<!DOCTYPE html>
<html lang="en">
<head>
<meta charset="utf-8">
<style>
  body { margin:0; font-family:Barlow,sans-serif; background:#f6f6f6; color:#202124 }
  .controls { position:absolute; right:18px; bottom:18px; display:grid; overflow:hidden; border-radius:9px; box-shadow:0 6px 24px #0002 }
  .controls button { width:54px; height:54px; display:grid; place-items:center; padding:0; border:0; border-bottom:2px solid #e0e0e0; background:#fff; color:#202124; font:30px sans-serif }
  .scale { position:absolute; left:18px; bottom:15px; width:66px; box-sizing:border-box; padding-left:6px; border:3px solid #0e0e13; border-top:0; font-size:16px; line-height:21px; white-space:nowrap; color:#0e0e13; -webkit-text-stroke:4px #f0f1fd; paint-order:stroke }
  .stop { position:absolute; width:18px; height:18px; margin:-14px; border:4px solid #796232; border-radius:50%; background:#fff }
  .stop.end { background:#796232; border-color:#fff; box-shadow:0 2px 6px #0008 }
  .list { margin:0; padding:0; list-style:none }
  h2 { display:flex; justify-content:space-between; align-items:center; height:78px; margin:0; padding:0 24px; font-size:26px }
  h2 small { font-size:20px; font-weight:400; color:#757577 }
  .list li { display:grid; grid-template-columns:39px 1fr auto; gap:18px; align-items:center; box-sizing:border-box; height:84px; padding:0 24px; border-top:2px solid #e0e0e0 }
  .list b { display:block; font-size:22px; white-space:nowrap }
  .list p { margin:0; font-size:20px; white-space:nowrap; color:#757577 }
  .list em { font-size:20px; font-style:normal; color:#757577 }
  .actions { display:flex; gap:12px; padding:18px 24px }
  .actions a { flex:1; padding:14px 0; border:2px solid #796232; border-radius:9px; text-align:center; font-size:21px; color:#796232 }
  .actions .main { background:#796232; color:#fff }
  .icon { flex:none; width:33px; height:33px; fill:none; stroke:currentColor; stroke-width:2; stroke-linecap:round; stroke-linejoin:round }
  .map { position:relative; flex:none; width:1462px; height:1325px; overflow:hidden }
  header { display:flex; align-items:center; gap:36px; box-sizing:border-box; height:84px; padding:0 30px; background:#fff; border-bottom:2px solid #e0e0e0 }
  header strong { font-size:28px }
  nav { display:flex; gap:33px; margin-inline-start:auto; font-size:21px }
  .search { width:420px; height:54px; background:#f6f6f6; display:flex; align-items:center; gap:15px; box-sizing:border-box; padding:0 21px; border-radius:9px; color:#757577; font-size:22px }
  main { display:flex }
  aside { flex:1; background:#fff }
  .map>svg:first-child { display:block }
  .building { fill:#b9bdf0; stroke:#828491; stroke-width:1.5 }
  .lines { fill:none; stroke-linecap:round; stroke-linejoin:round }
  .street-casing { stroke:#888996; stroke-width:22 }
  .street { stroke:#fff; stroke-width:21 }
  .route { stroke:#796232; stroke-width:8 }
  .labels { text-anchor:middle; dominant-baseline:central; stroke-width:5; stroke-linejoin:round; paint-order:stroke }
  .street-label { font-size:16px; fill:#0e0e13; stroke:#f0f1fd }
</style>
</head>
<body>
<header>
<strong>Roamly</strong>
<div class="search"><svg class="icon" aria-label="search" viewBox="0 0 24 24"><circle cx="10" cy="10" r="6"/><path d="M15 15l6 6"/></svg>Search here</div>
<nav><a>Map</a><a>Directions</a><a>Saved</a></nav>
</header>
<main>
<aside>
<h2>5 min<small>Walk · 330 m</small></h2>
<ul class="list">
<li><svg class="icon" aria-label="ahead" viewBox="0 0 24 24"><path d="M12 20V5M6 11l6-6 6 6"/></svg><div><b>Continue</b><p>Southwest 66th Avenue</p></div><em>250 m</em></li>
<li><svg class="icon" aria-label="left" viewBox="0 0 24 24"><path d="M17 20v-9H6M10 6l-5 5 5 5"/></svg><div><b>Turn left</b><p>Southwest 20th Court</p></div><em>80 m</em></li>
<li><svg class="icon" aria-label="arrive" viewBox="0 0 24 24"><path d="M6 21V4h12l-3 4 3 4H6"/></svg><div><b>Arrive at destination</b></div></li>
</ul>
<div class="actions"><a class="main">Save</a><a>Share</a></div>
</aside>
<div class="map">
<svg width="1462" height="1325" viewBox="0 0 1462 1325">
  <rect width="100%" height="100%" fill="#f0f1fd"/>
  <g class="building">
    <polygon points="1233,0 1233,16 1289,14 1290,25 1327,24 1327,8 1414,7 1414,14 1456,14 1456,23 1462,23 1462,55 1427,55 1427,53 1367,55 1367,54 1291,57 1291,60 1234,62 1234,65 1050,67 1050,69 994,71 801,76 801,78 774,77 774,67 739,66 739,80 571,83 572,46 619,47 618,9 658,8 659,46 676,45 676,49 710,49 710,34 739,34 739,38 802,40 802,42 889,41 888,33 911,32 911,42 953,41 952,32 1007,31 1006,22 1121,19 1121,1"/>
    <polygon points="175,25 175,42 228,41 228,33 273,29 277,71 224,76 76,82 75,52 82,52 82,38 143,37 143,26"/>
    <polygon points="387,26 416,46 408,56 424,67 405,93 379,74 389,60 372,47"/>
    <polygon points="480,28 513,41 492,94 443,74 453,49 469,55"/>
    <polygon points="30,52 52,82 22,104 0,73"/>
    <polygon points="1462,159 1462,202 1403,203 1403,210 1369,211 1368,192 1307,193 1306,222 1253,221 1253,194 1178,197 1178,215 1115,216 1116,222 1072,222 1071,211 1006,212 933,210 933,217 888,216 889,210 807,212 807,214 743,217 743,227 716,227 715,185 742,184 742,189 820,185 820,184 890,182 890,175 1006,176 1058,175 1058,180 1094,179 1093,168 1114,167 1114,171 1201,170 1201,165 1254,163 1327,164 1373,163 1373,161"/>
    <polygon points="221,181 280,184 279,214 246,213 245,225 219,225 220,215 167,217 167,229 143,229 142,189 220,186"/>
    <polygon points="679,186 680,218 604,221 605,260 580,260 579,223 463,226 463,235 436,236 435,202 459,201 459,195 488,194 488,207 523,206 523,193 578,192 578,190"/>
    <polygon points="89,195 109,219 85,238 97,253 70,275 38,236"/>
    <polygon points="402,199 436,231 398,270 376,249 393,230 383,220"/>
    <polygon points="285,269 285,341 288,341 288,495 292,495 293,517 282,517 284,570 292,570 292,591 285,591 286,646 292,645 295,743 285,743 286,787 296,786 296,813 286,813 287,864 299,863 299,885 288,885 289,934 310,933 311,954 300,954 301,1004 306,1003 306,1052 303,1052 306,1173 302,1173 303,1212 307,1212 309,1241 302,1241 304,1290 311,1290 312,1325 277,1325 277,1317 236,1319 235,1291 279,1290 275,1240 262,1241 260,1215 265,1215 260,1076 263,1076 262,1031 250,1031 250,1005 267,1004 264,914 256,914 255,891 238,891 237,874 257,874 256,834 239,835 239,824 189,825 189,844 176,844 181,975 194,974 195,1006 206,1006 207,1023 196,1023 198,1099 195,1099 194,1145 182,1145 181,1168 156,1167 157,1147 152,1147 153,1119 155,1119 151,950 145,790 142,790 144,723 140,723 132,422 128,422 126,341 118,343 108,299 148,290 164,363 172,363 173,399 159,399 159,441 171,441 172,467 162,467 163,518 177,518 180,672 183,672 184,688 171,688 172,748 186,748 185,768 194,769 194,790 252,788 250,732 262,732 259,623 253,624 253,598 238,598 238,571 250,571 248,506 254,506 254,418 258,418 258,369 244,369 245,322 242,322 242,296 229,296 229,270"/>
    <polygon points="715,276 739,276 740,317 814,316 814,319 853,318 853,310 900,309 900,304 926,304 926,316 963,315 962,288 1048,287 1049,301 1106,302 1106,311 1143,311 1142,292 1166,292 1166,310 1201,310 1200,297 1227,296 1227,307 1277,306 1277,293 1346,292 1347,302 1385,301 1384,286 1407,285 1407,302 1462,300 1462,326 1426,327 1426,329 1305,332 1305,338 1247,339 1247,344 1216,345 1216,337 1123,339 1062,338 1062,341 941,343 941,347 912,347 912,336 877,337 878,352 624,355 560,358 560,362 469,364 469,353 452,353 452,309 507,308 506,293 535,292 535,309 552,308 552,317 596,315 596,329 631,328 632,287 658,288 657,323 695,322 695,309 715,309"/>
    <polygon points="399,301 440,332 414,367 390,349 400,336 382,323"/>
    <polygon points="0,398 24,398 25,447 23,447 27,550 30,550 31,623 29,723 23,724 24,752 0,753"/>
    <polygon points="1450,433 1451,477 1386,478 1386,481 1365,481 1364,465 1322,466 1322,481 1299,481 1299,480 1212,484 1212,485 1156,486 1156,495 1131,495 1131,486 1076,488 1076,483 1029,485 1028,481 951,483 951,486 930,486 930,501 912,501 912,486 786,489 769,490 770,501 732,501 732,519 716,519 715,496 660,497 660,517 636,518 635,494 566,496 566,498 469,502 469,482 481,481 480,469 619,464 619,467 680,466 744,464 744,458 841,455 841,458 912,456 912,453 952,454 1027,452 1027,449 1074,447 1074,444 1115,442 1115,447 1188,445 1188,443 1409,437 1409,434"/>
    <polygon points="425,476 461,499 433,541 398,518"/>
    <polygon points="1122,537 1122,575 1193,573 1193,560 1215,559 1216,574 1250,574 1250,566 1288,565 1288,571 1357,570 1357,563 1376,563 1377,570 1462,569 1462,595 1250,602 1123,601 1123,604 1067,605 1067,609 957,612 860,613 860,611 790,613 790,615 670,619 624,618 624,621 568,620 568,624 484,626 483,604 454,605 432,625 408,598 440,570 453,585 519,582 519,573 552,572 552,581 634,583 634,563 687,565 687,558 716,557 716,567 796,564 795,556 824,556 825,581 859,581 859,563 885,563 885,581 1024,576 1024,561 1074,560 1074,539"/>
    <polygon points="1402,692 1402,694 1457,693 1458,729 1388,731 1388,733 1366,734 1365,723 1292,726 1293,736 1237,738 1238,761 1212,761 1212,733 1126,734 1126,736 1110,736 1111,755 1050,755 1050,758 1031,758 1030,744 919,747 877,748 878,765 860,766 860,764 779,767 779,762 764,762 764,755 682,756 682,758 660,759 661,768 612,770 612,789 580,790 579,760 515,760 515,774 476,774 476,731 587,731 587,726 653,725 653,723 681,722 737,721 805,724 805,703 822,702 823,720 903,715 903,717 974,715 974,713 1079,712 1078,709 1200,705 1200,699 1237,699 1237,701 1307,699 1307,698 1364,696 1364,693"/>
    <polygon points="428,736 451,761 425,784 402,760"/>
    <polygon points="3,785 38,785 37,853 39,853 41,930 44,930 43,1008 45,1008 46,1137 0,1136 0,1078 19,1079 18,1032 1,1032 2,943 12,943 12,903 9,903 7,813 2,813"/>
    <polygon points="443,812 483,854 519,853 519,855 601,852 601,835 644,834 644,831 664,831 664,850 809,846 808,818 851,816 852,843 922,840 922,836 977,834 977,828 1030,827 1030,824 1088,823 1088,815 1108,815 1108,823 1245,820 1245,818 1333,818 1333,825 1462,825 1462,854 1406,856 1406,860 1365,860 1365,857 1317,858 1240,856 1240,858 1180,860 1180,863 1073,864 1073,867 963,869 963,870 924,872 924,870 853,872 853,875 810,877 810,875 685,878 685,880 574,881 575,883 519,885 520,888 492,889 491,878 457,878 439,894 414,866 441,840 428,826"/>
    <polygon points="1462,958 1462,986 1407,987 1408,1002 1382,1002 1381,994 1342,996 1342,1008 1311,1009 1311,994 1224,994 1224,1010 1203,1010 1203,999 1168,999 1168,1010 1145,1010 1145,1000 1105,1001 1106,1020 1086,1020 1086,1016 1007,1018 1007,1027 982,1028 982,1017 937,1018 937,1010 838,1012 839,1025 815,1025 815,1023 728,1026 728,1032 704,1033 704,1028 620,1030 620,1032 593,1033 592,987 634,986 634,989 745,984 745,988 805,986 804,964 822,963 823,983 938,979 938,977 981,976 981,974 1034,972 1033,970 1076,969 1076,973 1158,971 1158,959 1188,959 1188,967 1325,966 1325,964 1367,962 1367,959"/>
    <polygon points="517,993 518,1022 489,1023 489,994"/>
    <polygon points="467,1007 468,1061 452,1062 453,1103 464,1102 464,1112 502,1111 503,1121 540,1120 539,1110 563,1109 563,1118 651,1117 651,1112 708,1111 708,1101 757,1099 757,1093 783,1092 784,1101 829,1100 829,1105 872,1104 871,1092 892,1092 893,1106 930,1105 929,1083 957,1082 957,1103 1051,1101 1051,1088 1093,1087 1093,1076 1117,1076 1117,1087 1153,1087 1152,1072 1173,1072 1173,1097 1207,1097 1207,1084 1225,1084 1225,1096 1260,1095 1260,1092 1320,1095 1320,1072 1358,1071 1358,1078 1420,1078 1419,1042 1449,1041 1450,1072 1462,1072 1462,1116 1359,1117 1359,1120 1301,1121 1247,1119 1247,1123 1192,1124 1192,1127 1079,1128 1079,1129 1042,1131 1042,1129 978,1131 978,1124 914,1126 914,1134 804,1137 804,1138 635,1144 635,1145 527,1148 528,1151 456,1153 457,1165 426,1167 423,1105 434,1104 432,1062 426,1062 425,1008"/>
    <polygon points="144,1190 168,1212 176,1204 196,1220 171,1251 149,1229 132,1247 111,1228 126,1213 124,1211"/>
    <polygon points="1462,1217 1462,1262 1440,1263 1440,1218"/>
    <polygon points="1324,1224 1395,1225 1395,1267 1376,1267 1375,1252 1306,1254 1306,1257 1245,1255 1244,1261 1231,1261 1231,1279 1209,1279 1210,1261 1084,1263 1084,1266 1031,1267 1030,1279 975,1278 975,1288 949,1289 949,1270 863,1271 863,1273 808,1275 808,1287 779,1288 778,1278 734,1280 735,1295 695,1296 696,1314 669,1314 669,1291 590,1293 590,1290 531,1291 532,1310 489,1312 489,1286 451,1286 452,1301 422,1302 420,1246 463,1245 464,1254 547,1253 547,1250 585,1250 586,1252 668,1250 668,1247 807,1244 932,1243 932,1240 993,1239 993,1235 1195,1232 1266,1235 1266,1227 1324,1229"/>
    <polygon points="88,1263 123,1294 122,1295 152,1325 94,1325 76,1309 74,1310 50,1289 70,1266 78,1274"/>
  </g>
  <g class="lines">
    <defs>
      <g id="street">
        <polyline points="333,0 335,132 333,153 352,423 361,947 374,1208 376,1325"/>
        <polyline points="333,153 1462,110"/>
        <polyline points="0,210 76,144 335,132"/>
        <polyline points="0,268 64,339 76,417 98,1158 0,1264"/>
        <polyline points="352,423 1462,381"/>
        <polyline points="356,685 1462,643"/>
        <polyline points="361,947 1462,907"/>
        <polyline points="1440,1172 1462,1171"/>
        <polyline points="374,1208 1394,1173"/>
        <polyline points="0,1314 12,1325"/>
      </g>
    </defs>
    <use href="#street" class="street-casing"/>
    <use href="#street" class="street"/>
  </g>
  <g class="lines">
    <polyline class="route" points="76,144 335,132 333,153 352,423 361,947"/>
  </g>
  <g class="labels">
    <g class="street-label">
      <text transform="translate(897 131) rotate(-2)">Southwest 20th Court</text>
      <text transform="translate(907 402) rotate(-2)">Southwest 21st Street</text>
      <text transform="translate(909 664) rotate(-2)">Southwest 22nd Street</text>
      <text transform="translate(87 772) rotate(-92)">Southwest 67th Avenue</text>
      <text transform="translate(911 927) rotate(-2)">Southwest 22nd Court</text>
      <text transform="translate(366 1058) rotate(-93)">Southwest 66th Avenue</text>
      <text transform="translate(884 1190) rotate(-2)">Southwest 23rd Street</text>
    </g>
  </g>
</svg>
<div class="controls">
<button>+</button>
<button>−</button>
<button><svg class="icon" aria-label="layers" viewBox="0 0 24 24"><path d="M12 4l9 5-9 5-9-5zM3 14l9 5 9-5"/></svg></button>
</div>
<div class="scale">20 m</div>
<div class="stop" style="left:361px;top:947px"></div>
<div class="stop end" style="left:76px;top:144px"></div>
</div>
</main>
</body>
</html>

— TASK TO CARRY OUT —
Show me every line in the data above that includes "rotate".

— ANSWER TO THIS TASK —
      <text transform="translate(897 131) rotate(-2)">Southwest 20th Court</text>
      <text transform="translate(907 402) rotate(-2)">Southwest 21st Street</text>
      <text transform="translate(909 664) rotate(-2)">Southwest 22nd Street</text>
      <text transform="translate(87 772) rotate(-92)">Southwest 67th Avenue</text>
      <text transform="translate(911 927) rotate(-2)">Southwest 22nd Court</text>
      <text transform="translate(366 1058) rotate(-93)">Southwest 66th Avenue</text>
      <text transform="translate(884 1190) rotate(-2)">Southwest 23rd Street</text>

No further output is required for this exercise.